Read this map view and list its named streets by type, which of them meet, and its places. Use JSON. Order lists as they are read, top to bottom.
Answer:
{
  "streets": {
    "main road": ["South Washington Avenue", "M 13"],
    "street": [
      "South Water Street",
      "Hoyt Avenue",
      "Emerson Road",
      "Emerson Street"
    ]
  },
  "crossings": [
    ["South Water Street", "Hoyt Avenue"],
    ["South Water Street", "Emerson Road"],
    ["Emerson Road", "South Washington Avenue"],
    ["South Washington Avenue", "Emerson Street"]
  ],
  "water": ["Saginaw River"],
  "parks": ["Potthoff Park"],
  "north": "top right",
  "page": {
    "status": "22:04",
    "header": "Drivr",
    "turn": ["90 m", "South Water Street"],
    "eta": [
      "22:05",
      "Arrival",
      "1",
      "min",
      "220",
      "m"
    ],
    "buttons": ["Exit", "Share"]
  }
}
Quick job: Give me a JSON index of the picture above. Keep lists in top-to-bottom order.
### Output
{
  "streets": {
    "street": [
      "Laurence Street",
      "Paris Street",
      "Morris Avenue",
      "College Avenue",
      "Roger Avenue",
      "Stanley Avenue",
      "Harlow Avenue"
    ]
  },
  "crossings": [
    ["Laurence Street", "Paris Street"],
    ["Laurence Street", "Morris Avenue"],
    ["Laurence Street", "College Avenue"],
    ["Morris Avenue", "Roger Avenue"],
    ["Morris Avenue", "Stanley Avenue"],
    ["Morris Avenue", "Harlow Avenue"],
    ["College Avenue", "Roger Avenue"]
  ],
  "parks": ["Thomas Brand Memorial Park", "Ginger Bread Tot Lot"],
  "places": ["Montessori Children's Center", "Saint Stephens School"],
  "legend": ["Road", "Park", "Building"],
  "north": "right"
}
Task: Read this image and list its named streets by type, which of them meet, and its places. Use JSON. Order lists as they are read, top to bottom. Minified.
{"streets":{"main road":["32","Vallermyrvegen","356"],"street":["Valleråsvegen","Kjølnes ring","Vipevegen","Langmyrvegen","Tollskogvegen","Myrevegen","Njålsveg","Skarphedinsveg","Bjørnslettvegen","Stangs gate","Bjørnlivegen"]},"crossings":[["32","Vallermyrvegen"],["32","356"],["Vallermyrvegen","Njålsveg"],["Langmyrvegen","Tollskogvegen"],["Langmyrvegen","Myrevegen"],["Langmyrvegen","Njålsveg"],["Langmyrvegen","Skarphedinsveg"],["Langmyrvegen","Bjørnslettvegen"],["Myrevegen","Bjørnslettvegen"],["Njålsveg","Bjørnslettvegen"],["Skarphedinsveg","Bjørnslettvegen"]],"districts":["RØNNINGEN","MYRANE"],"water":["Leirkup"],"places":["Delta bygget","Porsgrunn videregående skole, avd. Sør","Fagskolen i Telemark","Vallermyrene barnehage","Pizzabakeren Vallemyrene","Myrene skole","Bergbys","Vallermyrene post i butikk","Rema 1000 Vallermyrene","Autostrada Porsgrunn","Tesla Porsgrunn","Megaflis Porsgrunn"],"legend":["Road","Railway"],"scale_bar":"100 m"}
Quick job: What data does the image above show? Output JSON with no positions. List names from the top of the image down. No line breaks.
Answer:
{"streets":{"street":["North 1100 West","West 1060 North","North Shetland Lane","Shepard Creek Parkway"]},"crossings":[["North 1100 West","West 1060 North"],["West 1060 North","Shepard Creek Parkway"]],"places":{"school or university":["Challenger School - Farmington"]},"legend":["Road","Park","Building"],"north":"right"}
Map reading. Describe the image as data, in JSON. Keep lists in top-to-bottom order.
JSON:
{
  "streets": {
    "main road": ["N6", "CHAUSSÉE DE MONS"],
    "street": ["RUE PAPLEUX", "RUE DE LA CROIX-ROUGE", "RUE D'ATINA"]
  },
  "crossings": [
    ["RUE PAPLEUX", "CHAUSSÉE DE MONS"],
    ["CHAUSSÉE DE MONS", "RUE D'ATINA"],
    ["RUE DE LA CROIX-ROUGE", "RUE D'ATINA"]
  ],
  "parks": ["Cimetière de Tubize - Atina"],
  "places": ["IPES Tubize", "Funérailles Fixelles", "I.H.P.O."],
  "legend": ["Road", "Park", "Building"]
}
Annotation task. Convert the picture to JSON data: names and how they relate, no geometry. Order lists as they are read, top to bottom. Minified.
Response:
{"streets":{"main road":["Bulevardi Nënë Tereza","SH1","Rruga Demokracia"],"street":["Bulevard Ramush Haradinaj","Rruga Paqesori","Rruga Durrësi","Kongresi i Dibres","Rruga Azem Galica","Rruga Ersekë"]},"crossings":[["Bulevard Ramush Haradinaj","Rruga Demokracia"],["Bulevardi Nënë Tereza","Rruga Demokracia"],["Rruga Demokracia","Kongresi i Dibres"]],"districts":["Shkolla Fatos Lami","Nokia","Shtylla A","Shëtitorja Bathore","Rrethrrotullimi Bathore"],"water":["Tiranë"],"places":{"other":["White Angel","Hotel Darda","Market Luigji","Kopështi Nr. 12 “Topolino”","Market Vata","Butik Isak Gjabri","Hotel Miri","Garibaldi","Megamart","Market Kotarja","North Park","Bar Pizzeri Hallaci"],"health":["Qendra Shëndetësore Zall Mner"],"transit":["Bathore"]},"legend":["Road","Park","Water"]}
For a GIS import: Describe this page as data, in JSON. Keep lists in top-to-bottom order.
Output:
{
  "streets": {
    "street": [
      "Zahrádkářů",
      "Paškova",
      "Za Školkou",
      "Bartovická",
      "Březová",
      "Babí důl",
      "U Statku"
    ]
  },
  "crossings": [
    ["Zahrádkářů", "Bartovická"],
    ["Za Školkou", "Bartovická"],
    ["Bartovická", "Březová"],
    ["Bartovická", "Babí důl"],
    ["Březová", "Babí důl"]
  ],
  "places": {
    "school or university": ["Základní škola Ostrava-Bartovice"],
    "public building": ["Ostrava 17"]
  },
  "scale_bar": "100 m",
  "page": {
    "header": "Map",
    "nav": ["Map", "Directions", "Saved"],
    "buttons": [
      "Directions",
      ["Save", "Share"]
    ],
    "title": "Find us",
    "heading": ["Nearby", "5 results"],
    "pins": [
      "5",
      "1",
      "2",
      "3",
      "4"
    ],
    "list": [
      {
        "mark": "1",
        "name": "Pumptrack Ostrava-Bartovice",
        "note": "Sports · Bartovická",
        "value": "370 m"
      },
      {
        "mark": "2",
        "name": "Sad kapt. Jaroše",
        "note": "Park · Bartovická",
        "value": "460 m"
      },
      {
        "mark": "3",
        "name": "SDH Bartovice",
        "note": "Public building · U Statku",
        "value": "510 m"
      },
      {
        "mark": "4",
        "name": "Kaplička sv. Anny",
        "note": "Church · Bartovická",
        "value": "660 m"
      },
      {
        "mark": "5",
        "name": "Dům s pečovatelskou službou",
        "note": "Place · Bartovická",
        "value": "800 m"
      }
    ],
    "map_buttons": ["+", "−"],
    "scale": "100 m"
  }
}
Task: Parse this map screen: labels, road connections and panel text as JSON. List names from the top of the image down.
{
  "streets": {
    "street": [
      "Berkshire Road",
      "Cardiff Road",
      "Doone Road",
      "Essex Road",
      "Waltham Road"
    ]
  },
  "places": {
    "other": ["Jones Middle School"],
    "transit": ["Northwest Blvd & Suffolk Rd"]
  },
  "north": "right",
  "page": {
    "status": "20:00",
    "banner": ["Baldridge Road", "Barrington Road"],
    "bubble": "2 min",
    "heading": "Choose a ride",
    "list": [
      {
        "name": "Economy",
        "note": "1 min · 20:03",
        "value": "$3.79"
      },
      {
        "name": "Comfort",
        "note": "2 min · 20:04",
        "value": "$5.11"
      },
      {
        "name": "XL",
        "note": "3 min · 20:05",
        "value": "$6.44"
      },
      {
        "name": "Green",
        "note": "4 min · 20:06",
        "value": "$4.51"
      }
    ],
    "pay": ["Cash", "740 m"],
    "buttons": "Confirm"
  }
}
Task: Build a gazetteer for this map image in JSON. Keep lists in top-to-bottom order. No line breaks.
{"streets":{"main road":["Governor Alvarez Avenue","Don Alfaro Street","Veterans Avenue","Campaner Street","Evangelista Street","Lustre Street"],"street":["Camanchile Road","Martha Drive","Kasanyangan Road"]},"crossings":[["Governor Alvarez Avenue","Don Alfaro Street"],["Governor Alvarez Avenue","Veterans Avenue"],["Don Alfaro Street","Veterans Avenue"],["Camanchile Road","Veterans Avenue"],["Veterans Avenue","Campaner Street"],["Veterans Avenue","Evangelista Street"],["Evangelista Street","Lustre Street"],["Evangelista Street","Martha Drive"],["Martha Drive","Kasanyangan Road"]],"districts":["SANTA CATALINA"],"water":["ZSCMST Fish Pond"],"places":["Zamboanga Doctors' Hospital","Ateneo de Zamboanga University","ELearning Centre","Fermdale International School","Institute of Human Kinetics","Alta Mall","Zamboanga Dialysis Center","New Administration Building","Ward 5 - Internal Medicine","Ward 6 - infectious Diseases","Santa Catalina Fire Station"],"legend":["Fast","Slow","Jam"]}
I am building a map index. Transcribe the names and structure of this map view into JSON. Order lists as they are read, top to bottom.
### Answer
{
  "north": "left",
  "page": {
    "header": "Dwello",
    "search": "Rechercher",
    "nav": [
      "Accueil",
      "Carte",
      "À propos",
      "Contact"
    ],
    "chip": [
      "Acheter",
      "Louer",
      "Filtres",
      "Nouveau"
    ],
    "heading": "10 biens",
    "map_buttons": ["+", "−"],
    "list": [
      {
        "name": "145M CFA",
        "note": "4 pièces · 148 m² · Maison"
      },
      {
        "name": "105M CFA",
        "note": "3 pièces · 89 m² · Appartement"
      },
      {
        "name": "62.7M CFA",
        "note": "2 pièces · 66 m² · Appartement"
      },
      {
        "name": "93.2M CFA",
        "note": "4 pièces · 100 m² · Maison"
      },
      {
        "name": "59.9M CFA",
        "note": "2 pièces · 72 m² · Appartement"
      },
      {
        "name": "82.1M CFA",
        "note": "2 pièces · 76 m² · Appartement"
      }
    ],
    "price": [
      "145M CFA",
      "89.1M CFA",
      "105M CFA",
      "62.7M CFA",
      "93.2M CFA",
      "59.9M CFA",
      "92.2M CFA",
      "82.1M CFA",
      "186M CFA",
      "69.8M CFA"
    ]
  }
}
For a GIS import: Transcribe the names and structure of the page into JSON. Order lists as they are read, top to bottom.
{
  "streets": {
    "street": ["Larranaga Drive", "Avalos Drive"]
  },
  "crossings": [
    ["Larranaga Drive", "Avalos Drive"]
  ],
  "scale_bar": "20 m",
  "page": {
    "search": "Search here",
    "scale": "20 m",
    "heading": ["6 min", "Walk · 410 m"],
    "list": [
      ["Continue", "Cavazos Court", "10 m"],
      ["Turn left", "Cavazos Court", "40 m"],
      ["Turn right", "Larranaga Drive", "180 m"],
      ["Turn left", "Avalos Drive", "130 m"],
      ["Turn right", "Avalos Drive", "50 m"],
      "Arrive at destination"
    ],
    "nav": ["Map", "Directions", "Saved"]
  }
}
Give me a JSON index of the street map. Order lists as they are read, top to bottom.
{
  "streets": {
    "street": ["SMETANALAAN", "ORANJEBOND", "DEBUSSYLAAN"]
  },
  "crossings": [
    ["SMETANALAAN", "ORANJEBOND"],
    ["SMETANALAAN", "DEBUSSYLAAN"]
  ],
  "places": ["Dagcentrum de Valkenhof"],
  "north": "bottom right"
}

|---|

* **Aim of the exercise**
Each line above that contains the word "which" should be returned.

* **The completed task**
Read this map view and list its named streets by type, which of them meet, and its places. Use JSON. Order lists as they are read, top to bottom.
Task: Read this image and list its named streets by type, which of them meet, and its places. Use JSON. Order lists as they are read, top to bottom. Minified.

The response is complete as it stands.